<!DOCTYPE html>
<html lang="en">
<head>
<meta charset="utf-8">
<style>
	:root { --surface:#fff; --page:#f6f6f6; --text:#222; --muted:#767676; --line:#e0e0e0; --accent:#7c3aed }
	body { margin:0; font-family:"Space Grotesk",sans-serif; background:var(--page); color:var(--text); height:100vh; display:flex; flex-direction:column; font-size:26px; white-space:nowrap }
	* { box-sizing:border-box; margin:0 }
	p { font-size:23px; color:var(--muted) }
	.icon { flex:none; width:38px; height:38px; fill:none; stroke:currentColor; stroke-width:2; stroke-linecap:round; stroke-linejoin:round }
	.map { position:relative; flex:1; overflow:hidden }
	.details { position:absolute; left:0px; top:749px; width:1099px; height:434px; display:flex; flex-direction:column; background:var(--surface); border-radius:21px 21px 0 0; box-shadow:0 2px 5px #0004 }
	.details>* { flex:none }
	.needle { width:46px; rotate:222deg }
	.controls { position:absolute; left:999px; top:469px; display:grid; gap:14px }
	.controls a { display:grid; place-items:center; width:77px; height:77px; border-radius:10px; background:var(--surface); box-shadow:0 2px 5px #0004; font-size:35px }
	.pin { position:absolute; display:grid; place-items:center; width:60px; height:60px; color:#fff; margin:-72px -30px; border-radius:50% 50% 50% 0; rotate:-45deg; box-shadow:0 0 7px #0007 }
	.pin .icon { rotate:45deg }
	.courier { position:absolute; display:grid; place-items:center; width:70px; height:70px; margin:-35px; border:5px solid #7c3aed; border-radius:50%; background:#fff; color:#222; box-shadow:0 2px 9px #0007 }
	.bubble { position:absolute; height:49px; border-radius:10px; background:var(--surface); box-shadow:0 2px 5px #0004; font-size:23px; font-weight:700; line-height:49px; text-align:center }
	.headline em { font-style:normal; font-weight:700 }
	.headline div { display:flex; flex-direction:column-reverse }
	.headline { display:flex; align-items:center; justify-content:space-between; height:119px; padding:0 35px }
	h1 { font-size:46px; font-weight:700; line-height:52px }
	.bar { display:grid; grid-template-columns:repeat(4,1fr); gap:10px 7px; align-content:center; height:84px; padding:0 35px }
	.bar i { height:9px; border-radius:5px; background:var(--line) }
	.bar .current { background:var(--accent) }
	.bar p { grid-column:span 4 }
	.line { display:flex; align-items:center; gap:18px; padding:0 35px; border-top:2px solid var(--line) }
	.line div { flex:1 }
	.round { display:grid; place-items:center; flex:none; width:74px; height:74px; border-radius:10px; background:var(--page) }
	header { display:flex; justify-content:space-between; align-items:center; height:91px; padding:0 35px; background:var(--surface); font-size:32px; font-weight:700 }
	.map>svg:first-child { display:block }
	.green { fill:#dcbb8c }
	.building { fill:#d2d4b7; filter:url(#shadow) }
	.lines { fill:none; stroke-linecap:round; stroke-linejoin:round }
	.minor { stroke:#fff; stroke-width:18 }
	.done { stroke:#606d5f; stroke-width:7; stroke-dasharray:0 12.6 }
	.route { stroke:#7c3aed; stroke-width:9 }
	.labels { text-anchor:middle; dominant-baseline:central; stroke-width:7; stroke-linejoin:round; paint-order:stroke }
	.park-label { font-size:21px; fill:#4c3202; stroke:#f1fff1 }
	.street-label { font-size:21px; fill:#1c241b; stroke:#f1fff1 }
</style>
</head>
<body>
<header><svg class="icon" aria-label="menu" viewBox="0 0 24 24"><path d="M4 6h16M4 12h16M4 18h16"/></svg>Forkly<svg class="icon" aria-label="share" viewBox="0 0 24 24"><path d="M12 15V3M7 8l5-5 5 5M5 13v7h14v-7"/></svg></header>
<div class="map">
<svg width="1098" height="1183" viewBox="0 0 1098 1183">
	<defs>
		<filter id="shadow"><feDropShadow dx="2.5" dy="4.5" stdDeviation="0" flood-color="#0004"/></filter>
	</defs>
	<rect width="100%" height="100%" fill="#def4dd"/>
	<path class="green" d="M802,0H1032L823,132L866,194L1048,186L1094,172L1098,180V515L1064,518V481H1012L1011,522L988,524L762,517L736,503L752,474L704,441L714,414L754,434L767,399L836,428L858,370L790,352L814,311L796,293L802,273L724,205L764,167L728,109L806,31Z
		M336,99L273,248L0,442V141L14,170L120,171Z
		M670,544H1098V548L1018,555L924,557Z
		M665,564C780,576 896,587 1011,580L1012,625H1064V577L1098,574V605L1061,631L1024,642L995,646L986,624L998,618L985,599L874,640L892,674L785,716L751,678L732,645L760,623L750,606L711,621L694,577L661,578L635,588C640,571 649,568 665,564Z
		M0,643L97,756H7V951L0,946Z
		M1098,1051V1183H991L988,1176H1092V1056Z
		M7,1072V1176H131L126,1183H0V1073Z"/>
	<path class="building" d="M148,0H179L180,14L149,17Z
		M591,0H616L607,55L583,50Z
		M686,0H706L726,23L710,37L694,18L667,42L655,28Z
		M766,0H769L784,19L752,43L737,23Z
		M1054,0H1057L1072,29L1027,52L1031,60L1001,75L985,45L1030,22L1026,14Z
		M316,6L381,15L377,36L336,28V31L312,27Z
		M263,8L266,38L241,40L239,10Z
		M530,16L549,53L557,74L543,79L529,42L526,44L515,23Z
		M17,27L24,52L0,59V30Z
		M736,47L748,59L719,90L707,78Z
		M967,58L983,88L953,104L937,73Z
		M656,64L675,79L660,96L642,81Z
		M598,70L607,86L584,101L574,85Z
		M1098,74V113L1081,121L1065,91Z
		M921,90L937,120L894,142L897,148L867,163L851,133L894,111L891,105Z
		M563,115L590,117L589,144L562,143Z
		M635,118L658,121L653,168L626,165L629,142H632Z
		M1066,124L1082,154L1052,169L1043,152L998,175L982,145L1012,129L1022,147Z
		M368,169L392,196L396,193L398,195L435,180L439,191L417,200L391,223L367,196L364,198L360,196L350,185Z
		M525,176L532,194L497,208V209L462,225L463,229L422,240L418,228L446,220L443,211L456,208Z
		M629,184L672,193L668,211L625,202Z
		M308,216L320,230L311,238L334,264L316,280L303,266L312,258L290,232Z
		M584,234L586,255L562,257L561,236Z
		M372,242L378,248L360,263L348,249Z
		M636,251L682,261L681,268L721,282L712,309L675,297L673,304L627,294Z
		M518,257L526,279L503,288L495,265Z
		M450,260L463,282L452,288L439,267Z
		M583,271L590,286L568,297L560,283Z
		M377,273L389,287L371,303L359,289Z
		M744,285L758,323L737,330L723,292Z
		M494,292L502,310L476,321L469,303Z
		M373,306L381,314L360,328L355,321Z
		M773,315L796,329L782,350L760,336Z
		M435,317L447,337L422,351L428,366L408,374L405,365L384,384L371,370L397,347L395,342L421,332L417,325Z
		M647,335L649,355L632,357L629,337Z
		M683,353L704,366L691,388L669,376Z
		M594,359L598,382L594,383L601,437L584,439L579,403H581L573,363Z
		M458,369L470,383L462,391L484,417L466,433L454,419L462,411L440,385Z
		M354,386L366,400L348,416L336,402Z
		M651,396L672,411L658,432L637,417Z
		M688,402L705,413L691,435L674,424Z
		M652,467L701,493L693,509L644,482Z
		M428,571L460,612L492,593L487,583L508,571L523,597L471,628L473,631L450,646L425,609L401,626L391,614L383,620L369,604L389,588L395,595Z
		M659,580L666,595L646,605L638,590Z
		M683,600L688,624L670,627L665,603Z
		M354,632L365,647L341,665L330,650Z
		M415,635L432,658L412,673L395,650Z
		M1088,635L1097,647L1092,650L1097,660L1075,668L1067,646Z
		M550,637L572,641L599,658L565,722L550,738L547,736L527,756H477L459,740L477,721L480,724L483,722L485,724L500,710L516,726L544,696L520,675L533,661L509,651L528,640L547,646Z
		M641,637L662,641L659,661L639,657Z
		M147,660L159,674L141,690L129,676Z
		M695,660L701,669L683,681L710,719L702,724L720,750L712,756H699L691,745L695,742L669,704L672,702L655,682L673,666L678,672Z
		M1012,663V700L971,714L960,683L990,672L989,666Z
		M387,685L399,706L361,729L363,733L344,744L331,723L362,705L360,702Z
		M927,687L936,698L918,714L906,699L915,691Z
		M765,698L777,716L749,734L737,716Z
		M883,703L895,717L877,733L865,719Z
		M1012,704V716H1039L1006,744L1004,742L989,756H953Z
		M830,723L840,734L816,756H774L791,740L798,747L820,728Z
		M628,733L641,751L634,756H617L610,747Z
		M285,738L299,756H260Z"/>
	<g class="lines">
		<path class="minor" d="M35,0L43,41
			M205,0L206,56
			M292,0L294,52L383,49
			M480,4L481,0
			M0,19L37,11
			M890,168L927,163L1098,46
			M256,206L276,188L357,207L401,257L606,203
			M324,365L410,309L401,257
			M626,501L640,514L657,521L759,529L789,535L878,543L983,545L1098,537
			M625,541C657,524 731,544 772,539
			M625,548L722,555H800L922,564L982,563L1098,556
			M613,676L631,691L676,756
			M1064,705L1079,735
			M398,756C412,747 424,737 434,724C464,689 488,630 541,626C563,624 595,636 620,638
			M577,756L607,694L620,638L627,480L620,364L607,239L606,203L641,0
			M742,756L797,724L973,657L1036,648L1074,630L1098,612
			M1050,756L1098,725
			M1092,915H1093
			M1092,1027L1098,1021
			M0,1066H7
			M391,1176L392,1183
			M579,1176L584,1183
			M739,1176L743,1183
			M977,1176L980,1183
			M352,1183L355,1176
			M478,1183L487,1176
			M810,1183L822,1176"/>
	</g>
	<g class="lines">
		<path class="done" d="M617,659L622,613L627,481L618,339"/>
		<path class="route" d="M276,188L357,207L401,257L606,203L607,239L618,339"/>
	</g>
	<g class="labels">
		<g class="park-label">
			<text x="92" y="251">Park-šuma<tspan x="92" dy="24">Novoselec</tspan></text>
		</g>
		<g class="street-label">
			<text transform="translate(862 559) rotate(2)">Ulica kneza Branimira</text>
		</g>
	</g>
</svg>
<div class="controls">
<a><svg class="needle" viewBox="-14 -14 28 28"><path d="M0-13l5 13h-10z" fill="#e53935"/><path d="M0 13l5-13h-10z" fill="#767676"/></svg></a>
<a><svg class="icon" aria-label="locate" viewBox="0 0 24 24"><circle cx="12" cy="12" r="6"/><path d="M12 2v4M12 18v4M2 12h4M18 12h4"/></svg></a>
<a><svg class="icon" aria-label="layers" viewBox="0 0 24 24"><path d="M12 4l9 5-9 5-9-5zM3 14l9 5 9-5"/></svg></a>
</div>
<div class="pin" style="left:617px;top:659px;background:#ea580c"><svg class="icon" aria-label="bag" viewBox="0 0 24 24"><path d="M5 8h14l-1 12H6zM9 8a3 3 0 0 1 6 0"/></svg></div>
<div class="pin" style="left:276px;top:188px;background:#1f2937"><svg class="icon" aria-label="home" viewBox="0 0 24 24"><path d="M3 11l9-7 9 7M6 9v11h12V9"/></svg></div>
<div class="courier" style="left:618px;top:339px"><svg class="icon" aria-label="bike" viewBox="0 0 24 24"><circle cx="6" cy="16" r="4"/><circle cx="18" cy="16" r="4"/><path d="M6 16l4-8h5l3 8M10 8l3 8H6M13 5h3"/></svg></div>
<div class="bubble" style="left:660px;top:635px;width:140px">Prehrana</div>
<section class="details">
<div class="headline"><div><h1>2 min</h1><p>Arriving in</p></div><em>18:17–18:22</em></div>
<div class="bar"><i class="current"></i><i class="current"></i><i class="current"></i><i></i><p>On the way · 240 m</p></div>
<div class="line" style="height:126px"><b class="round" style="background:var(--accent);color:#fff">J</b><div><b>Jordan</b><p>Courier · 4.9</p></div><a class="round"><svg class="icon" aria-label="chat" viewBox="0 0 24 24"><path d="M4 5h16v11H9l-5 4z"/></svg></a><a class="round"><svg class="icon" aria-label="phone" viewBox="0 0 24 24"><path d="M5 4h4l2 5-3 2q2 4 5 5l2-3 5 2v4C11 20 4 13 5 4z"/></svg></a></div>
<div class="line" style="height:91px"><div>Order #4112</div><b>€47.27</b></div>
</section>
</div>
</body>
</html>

★ ★ ★ ★ ★

- Problem description:
Working from the material above, restate word for word the lines between the line with "M0,19L37,11" and the line with "11l9-7 9 7M6", both included, and only those.

- Result of this task:
			M0,19L37,11
			M890,168L927,163L1098,46
			M256,206L276,188L357,207L401,257L606,203
			M324,365L410,309L401,257
			M626,501L640,514L657,521L759,529L789,535L878,543L983,545L1098,537
			M625,541C657,524 731,544 772,539
			M625,548L722,555H800L922,564L982,563L1098,556
			M613,676L631,691L676,756
			M1064,705L1079,735
			M398,756C412,747 424,737 434,724C464,689 488,630 541,626C563,624 595,636 620,638
			M577,756L607,694L620,638L627,480L620,364L607,239L606,203L641,0
			M742,756L797,724L973,657L1036,648L1074,630L1098,612
			M1050,756L1098,725
			M1092,915H1093
			M1092,1027L1098,1021
			M0,1066H7
			M391,1176L392,1183
			M579,1176L584,1183
			M739,1176L743,1183
			M977,1176L980,1183
			M352,1183L355,1176
			M478,1183L487,1176
			M810,1183L822,1176"/>
	</g>
	<g class="lines">
		<path class="done" d="M617,659L622,613L627,481L618,339"/>
		<path class="route" d="M276,188L357,207L401,257L606,203L607,239L618,339"/>
	</g>
	<g class="labels">
		<g class="park-label">
			<text x="92" y="251">Park-šuma<tspan x="92" dy="24">Novoselec</tspan></text>
		</g>
		<g class="street-label">
			<text transform="translate(862 559) rotate(2)">Ulica kneza Branimira</text>
		</g>
	</g>
</svg>
<div class="controls">
<a><svg class="needle" viewBox="-14 -14 28 28"><path d="M0-13l5 13h-10z" fill="#e53935"/><path d="M0 13l5-13h-10z" fill="#767676"/></svg></a>
<a><svg class="icon" aria-label="locate" viewBox="0 0 24 24"><circle cx="12" cy="12" r="6"/><path d="M12 2v4M12 18v4M2 12h4M18 12h4"/></svg></a>
<a><svg class="icon" aria-label="layers" viewBox="0 0 24 24"><path d="M12 4l9 5-9 5-9-5zM3 14l9 5 9-5"/></svg></a>
</div>
<div class="pin" style="left:617px;top:659px;background:#ea580c"><svg class="icon" aria-label="bag" viewBox="0 0 24 24"><path d="M5 8h14l-1 12H6zM9 8a3 3 0 0 1 6 0"/></svg></div>
<div class="pin" style="left:276px;top:188px;background:#1f2937"><svg class="icon" aria-label="home" viewBox="0 0 24 24"><path d="M3 11l9-7 9 7M6 9v11h12V9"/></svg></div>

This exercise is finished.